Denmark to impose sweet tax

nammiFatty foods and candy could soon be swelling the coffers of the Danish state by up to DKK 1.5 billion per year with the introduction of an ‘unhealthy food tax’ at the beginning of 2010.

A new study by the Confederation of Danish Industry’s Food Branch (DI) reveals that a range of taxes on chocolate, sodas, sweets and ice cream would generate well over 1 billion kroner, making Danish indulgence the costliest in the entire EU.

There are also suggestions to impose a saturated fat tax on butter, margarine, vegetable oil and cheese of DKK 25 per kg, in line for introduction in mid 2010. This will represent an overall increase of 27 percent in food charges says the report in the Copenhagen Post.

While Denmark is one of five EU countries that have soda taxes, it is alone in imposing charges on chocolate and candy.
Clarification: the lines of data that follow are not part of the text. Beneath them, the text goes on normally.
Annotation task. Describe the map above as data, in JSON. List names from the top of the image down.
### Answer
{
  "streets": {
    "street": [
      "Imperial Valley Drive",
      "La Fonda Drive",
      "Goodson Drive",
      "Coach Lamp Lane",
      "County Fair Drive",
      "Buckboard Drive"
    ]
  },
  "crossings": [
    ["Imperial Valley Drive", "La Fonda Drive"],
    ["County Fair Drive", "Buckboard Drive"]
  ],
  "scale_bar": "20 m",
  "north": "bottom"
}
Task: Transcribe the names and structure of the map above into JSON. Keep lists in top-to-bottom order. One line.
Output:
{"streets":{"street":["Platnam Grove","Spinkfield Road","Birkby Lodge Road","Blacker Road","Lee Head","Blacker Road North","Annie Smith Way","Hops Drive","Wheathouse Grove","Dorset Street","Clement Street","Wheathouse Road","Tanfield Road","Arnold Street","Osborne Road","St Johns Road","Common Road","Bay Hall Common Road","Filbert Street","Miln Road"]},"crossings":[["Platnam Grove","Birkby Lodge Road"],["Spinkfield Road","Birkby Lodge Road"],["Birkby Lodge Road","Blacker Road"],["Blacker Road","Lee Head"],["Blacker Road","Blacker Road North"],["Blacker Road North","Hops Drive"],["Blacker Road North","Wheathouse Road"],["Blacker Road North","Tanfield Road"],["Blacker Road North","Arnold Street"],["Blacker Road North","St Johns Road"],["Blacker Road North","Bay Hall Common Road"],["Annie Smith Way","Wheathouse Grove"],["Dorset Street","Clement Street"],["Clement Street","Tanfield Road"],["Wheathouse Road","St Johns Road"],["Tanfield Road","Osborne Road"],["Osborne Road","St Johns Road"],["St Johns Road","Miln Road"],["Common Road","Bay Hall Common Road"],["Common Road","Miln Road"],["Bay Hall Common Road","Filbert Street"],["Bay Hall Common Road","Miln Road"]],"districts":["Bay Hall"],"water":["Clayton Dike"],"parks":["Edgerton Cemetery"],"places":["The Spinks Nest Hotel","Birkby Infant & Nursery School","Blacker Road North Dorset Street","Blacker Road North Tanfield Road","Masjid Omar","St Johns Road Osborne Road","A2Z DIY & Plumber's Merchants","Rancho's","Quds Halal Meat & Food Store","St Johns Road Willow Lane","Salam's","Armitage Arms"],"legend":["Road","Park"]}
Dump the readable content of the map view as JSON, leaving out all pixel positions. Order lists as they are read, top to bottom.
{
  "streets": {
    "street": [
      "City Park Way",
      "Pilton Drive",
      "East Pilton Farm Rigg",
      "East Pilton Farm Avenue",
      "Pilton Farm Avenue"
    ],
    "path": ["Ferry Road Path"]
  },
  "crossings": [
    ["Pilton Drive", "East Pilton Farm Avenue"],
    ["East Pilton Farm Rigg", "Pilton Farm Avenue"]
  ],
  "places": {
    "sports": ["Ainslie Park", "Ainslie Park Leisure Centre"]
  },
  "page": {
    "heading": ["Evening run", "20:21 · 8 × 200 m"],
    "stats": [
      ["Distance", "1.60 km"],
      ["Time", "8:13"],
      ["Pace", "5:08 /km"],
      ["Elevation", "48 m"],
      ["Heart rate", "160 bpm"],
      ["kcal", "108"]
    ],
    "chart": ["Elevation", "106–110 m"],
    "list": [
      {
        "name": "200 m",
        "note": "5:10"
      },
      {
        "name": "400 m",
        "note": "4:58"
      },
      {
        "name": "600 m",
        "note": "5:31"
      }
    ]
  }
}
The mooted saturated fat tax is also unique in Europe.

Ole Linnet Juel, DI branch director, has expressed concerns that the new taxes could mean more people travelling abroad for their sugar fixes. “The argument to introduce the new taxes is based on health, but one could wonder if it will have the desired effect when the price difference on candy and soda in Denmark, Germany and Sweden will be even greater,” said Juel.

Danish products may suffer in terms of competitiveness if shoppers do cross the border to stock up on sweets.